--- Provided records Enclosed Below ---

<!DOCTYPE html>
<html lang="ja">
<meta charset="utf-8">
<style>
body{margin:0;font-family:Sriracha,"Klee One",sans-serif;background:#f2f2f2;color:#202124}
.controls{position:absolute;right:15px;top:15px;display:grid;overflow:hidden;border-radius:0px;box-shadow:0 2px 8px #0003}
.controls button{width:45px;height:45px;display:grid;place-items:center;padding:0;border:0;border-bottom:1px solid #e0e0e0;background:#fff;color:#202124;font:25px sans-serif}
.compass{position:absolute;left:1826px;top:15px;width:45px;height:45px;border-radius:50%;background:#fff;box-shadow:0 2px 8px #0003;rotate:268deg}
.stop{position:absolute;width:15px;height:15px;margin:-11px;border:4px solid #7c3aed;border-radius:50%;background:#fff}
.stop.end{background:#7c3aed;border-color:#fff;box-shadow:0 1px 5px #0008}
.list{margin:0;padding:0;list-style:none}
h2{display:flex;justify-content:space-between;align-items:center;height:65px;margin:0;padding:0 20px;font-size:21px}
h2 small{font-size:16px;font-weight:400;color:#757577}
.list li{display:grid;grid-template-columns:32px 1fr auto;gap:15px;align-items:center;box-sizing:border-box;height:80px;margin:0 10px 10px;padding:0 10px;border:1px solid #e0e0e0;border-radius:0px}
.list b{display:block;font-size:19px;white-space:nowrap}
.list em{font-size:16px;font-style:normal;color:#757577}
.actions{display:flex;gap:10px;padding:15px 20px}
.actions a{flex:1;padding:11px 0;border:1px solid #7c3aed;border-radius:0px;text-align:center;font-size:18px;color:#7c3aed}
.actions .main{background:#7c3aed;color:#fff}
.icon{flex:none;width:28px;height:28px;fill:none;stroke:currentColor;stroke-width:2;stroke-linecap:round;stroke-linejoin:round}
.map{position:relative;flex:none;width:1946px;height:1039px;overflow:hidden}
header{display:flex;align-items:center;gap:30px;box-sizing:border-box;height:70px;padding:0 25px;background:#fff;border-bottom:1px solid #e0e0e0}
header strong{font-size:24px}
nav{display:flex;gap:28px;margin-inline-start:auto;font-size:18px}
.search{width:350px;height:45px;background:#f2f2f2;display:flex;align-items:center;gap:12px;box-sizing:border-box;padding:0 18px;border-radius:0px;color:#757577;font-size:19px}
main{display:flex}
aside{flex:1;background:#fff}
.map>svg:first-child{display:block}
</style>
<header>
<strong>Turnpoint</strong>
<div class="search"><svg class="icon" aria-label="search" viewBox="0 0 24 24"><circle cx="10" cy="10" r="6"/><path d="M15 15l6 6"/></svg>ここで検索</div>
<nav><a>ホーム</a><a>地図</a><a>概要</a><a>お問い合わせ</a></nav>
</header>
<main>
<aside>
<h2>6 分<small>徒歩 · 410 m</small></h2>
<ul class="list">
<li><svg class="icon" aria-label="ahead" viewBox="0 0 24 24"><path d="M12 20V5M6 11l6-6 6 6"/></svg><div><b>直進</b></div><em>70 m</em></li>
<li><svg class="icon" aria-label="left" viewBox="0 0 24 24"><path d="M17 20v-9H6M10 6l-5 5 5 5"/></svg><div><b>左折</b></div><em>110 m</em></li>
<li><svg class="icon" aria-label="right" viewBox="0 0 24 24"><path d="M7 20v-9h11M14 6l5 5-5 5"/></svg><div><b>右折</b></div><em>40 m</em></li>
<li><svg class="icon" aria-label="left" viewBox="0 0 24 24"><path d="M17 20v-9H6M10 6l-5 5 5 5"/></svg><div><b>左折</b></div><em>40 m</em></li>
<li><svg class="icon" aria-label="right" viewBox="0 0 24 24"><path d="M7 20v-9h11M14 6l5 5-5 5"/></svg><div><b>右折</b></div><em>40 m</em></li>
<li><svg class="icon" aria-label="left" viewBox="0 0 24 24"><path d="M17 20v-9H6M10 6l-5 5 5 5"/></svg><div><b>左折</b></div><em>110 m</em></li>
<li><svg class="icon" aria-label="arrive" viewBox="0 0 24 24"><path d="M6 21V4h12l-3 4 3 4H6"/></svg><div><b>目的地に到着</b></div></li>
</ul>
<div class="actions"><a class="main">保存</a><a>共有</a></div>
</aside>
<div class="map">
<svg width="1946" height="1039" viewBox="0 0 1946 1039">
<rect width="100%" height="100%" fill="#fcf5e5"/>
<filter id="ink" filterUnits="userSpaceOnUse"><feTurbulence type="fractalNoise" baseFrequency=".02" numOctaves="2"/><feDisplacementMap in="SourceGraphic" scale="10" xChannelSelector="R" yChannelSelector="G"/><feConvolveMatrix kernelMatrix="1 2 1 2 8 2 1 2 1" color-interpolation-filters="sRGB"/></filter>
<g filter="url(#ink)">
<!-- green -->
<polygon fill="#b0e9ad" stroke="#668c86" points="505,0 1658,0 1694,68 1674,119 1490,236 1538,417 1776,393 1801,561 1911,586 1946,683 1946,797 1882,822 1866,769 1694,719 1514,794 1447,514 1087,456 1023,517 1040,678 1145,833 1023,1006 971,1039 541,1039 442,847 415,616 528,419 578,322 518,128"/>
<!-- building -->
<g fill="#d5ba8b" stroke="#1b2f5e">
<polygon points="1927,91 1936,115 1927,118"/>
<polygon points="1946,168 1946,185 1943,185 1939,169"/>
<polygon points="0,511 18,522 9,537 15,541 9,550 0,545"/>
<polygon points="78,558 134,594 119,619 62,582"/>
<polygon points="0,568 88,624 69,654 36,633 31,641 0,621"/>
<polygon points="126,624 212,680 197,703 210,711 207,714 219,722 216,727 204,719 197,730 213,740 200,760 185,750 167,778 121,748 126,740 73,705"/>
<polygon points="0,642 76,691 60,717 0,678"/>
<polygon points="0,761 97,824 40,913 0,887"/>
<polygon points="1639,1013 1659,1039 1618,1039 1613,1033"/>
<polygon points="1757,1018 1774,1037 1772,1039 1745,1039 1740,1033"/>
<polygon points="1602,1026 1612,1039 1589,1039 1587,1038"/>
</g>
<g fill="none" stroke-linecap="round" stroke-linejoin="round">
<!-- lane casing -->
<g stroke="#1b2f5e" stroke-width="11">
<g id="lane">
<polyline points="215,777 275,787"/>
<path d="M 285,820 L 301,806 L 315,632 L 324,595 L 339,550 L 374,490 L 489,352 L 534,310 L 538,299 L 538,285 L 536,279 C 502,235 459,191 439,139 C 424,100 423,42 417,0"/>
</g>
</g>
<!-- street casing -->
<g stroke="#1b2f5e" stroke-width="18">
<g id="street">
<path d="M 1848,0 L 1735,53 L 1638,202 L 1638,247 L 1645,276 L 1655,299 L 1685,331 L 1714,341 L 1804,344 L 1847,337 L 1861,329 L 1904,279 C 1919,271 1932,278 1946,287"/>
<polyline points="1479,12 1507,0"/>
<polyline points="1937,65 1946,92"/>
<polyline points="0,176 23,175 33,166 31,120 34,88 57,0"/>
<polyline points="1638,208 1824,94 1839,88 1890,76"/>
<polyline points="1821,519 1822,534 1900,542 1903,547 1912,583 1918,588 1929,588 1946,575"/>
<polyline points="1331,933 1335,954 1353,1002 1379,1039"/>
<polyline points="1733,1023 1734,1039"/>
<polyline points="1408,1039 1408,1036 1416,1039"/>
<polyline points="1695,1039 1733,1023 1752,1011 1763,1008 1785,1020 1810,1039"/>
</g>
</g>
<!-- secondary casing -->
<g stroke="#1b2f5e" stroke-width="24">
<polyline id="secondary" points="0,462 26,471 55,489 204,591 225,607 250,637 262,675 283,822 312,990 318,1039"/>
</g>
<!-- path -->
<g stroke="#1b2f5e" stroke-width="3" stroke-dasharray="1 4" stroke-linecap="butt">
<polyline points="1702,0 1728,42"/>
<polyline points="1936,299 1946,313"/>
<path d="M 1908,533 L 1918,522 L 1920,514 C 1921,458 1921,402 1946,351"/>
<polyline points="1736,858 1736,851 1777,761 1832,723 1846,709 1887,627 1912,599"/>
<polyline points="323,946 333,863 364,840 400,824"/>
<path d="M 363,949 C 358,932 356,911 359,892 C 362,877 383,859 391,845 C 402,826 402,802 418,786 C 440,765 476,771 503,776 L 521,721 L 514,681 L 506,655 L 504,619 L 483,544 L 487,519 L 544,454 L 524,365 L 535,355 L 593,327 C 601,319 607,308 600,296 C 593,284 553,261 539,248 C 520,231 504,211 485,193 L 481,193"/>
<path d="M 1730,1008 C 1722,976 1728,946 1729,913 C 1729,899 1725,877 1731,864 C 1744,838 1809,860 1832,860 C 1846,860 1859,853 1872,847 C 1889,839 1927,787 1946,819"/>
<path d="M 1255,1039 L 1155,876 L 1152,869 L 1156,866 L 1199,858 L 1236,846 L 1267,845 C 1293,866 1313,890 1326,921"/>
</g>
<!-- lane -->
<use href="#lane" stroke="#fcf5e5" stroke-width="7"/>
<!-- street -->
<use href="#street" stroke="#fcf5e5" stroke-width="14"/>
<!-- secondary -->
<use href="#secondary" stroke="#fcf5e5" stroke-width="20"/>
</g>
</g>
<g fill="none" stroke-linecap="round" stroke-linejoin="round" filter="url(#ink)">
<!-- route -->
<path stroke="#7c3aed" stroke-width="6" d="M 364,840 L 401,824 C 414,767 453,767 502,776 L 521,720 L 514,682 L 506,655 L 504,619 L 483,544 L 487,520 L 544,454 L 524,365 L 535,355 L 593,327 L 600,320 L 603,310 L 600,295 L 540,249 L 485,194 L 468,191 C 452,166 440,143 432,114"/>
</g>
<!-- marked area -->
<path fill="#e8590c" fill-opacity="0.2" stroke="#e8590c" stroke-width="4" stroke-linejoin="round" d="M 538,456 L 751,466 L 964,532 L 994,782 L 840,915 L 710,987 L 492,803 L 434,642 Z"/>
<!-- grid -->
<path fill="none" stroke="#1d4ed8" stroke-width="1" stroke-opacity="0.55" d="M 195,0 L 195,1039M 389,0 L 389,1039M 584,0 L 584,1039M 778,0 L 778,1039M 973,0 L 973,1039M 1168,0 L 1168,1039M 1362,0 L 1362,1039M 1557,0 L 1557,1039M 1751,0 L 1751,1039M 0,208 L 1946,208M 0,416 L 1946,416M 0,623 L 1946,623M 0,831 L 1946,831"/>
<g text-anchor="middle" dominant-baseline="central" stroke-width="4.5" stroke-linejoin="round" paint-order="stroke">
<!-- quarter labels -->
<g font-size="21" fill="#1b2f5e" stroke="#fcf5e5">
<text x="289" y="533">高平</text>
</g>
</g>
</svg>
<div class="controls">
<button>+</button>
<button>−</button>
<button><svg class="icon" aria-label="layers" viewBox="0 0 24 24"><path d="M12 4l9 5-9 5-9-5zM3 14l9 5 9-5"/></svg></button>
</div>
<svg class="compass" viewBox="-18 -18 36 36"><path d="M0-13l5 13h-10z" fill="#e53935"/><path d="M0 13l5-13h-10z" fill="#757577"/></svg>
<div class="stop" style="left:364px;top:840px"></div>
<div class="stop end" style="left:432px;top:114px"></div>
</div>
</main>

--- End of Enclosed Provided records ---

▶ _What to produce_: Restate word for word every line from the one containing "<button>−</button>" through the final line of the listing. Both end lines belong in the answer.

▶ _Expected answer_:
<button>−</button>
<button><svg class="icon" aria-label="layers" viewBox="0 0 24 24"><path d="M12 4l9 5-9 5-9-5zM3 14l9 5 9-5"/></svg></button>
</div>
<svg class="compass" viewBox="-18 -18 36 36"><path d="M0-13l5 13h-10z" fill="#e53935"/><path d="M0 13l5-13h-10z" fill="#757577"/></svg>
<div class="stop" style="left:364px;top:840px"></div>
<div class="stop end" style="left:432px;top:114px"></div>
</div>
</main>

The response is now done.